Education is no longer about getting a Good Job, showing off how bright you are or telling people what they’re supposed to think. “Banking education”, in which teachers’ job is to deliver a curriculum to empty minds, has faded and teachers, parents and students together agree how to run a particular school. Educational debate has broadened from compulsory Irish and religious control of schools being the only issue - to a point where ordinary citizens happily chat about the differences between Waldorf and Sudbury schools, Freirean and critical strategies for education.

Exams have gone (except as elaborate versions of online quizzes for fun), and people are encouraged to take their own routes through education. There’s a lot more variety, now that technical education isn’t looked down on and nobody does subjects just because they have to: active outdoors education, craft and farming, play and politics all come to life. And most people are able to think and learn much more effectively, because most study has to start later in life.

Parenting and childcare have become much higher-status activities. There is a lot less rhetoric about loving children - and a lot more practical love for actual children. The big economic changes along with the greater focus on human needs rather than more abstract notions of money-making and formal power have helped feminists and LGBTQIA+ people shift gender relations and how people handle sexuality to much more adult forms.
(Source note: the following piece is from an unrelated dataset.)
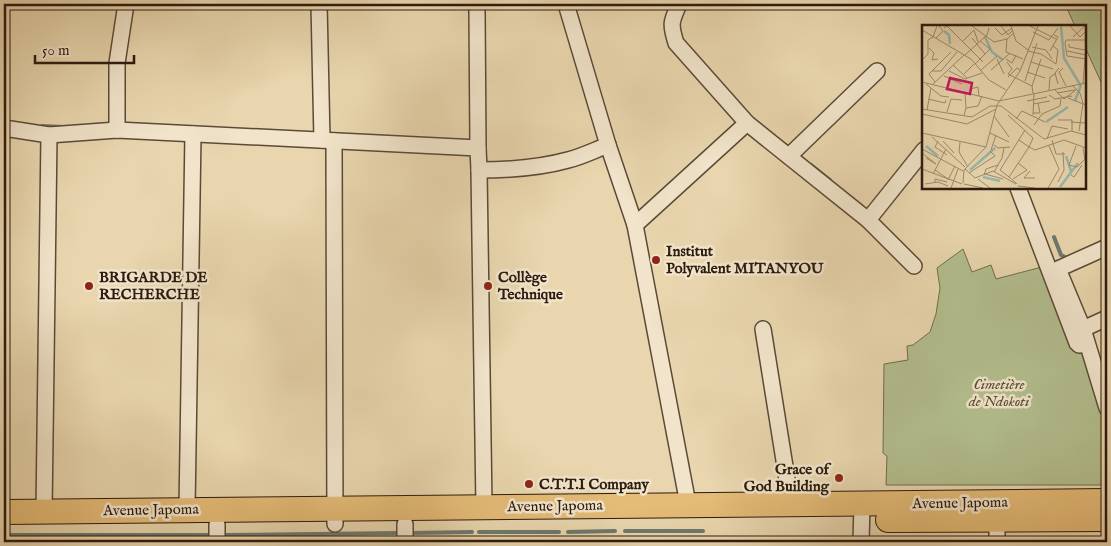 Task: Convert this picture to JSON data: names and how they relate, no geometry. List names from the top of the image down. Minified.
{"streets":{"main road":["Avenue Japoma"]},"parks":["Cimetière de Ndokoti"],"places":["Institut Polyvalent MITANYOU","BRIGARDE DE RECHERCHE","Collège Technique","Grace of God Building","C.T.T.I Company"],"scale_bar":"50 m"}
Sexual violence is now condemned in private as well as in public, and boys and men who are found to have engaged in it are looked down on by other men.

But the most important part of all this flowering is that it is about freeing up human beings. Capitalism and states, patriarchy and racism, ecological destruction and robotic institutions, constrain and deform human behaviour. Break these up – and the constellations of interests and ideologies that support them – and all you’re really doing is free human beings up to be creative in how they go about meeting their needs together. So how people do things in Dublin isn’t a particularly fixed way of doing things, and not the only one on the planet or even the island. Free societies geared around learning and creativity keep on changing, and different places decide to handle things in different ways – while being very interested in some of each other’s more dramatic experiments. 

... of course, the gap between here and there is precisely social movements and popular struggle, the "independent historical action" of large numbers of human beings that is needed to break up all those things that get in the way of living together well. And that is a much bigger challenge altogether. Still, we can dream.